BRUXELES – La Commissione Europea ha pubblicato una relazione che descrive i progressi compiuti e presenta i principali risultati del programma Europa creativa, il programma quadro dell’UE per il sostegno ai settori della cultura e degli audiovisivi.

Secondo la relazione, il programma Europa creativa continua a fornire un sostegno essenziale ai contenuti audiovisivi europei e rafforza la diversità musicale, la mobilità degli artisti e la parità di genere, contribuendo nel contempo a rendere il settore più rispettoso dell’ambiente e più sostenibile.

Nel 2019 il sottoprogramma MEDIA di Europa creativa ha sostenuto il 25% di tutte le produzioni cinematografiche nell’UE, come l’anno precedente. Ha inoltre sostenuto il settore audiovisivo e cinematografico in ogni fase del ciclo produttivo. Grazie al programma sono stati formati oltre 2 200 professionisti, sono state sviluppate oltre 430 sceneggiature, sono state prodotte 44 serie televisive, sono stati distribuiti 290 film e sono stati sostenuti 75 festival e decine di imprese che sperimentano modelli di distribuzione online. Nel solo 2019, 21 film finanziati dal programma MEDIA hanno ricevuto 40 premi in 7 dei festival cinematografici più prestigiosi al mondo.

Allo stesso tempo, il sottoprogramma Cultura, che promuove la collaborazione in tutta Europa nei settori delle arti dello spettacolo, dell’editoria, dell’architettura e non solo, ha riunito oltre 3 100 organizzazioni in 501 progetti. Ha inoltre contribuito a digitalizzare ulteriormente il settore culturale e a rafforzare l’integrazione sociale e l’inclusione dei gruppi svantaggiati. Sono stati compiuti progressi anche per quanto riguarda l’accesso ai finanziamenti tramite lo strumento di garanzia per i settori culturali e creativi, che ha aiutato 1 547 PMI a finanziare progetti per un valore di 1,08 miliardi di EUR, quasi il doppio del numero di PMI rispetto al 2018.

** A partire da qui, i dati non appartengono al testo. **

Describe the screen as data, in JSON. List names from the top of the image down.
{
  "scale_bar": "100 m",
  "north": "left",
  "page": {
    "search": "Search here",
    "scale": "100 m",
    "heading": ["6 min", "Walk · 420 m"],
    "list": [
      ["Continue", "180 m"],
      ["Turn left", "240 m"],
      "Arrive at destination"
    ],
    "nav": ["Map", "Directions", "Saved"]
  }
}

La relazione presenta anche gli elementi chiave del nuovo programma Europa creativa 2021-2027, che dovrebbe iniziare a gennaio 2021 e che affronterà le sfide che devono fronteggiare i settori culturali e creativi a causa della pandemia di coronavirus. La Commissione ha suggerito che i settori culturali e creativi diventino una parte essenziale della suo proposta di piano per la ripresa dell’Europa, al fine di garantirne la piena e rapida ripresa dalla crisi del coronavirus e di accrescerne la competitività e la resilienza. (Inform)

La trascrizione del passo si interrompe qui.